DATASET RECORDS:

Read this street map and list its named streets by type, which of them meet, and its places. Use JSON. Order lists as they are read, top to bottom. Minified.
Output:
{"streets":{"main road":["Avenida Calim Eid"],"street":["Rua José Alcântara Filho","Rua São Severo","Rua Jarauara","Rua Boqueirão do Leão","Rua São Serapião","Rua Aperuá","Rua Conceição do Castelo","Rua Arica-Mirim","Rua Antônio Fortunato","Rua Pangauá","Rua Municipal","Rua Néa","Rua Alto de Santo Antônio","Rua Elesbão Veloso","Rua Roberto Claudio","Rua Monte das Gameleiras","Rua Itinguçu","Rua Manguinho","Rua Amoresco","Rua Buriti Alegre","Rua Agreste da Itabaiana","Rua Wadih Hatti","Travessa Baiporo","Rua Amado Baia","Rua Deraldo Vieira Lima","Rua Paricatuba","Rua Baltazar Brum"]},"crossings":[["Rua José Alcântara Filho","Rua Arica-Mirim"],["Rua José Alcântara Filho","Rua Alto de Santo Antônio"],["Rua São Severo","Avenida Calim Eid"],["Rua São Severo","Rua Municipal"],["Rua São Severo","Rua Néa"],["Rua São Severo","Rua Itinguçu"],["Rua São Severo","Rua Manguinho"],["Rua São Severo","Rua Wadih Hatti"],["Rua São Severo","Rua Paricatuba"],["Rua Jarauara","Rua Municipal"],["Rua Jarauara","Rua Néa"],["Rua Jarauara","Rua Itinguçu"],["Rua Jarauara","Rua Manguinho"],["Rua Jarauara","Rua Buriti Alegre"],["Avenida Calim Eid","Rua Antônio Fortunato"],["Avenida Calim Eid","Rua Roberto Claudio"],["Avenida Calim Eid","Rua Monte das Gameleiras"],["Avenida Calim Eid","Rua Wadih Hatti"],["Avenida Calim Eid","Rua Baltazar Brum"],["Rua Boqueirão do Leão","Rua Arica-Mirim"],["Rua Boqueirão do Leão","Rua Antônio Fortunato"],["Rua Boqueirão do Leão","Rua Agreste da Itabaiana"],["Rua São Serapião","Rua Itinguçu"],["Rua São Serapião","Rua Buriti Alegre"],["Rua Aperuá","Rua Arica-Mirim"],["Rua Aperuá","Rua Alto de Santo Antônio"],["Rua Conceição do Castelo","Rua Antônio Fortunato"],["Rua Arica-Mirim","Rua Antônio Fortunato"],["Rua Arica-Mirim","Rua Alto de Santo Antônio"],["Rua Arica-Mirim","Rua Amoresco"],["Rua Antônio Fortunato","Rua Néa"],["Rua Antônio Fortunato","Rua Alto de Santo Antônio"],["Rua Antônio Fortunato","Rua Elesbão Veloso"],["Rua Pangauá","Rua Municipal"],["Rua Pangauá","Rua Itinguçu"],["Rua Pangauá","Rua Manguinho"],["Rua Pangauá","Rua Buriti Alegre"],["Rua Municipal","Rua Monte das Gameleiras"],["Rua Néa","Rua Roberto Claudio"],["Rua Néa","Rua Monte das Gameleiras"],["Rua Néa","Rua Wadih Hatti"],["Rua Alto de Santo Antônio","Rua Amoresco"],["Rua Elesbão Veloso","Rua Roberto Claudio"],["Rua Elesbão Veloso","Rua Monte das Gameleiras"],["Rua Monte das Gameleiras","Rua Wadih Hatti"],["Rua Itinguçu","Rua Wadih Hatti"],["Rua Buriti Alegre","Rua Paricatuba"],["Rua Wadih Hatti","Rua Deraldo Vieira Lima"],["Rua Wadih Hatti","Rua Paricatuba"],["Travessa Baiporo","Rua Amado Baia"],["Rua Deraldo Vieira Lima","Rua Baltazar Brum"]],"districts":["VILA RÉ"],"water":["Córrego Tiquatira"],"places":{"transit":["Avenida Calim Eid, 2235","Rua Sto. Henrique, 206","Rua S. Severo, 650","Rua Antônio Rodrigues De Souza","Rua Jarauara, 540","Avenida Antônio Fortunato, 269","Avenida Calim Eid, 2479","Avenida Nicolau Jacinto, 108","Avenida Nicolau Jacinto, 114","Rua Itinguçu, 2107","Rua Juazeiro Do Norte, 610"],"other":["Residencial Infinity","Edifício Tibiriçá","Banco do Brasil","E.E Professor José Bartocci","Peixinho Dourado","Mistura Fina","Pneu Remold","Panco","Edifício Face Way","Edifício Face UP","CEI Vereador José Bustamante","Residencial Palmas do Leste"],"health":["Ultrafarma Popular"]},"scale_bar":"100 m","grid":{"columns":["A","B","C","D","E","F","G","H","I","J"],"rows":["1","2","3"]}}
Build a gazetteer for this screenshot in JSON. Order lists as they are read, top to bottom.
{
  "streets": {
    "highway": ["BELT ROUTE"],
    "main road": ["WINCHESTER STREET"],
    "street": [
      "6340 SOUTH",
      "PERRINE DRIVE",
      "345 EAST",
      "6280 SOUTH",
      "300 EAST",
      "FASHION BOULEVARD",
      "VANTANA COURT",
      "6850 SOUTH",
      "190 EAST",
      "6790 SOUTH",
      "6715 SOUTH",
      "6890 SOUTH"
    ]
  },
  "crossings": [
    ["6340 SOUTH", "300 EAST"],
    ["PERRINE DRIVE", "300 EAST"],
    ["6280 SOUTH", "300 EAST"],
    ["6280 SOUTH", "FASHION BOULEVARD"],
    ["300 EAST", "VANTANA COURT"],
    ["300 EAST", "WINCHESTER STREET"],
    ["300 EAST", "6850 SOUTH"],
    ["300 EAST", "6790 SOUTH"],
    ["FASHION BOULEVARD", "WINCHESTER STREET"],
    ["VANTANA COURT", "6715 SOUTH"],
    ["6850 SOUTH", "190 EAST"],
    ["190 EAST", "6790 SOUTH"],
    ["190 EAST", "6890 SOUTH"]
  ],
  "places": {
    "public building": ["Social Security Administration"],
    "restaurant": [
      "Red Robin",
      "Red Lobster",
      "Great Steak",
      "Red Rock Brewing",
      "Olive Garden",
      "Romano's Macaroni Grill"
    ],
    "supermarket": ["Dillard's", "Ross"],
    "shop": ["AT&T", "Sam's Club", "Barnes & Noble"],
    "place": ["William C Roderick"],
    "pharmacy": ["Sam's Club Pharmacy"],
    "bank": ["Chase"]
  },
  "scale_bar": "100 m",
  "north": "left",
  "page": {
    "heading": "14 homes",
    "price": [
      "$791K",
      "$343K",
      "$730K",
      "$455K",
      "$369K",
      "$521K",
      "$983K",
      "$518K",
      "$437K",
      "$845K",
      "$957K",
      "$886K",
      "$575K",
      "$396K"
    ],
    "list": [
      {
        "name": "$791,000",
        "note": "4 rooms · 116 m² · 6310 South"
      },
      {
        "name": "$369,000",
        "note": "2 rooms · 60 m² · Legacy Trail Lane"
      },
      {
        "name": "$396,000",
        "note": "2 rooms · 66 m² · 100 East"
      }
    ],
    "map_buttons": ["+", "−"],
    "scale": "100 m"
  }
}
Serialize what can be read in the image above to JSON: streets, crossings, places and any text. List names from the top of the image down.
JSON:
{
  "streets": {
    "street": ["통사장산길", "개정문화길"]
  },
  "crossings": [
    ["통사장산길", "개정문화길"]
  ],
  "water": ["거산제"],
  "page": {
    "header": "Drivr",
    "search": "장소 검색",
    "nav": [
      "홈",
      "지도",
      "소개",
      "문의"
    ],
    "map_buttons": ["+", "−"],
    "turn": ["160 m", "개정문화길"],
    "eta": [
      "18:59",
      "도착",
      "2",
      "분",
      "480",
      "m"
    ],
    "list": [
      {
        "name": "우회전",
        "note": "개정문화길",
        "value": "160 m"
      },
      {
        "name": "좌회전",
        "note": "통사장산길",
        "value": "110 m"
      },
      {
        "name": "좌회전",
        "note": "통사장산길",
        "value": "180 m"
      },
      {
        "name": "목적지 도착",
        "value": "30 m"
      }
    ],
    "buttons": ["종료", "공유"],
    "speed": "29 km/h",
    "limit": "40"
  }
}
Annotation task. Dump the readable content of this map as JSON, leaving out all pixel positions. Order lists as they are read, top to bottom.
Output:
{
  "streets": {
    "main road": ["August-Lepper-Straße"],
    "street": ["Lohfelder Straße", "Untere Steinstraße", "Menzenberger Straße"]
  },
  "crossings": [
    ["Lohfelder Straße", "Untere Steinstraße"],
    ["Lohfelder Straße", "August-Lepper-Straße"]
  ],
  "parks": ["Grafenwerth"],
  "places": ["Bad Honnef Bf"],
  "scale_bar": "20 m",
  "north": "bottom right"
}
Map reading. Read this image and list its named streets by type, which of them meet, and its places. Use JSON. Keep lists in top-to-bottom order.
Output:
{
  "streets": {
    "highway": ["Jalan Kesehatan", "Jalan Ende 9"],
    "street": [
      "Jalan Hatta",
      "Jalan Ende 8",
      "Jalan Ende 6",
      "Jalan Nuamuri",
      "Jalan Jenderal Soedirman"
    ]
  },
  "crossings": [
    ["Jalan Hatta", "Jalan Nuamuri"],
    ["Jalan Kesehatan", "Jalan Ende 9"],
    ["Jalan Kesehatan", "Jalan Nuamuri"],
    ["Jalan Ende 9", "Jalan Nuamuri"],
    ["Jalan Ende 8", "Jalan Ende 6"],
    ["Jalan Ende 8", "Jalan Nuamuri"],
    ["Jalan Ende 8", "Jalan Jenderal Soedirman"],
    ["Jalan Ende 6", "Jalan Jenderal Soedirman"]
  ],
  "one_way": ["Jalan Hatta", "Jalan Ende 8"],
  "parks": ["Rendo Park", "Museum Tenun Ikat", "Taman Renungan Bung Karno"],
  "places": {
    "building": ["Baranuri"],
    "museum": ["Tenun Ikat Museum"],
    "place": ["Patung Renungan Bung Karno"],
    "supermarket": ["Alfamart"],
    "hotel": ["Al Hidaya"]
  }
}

WORK TO BE COMPLETED: Please report how many lines of the entries above include "August". Only the number is wanted.

WRITTEN ANSWER: 2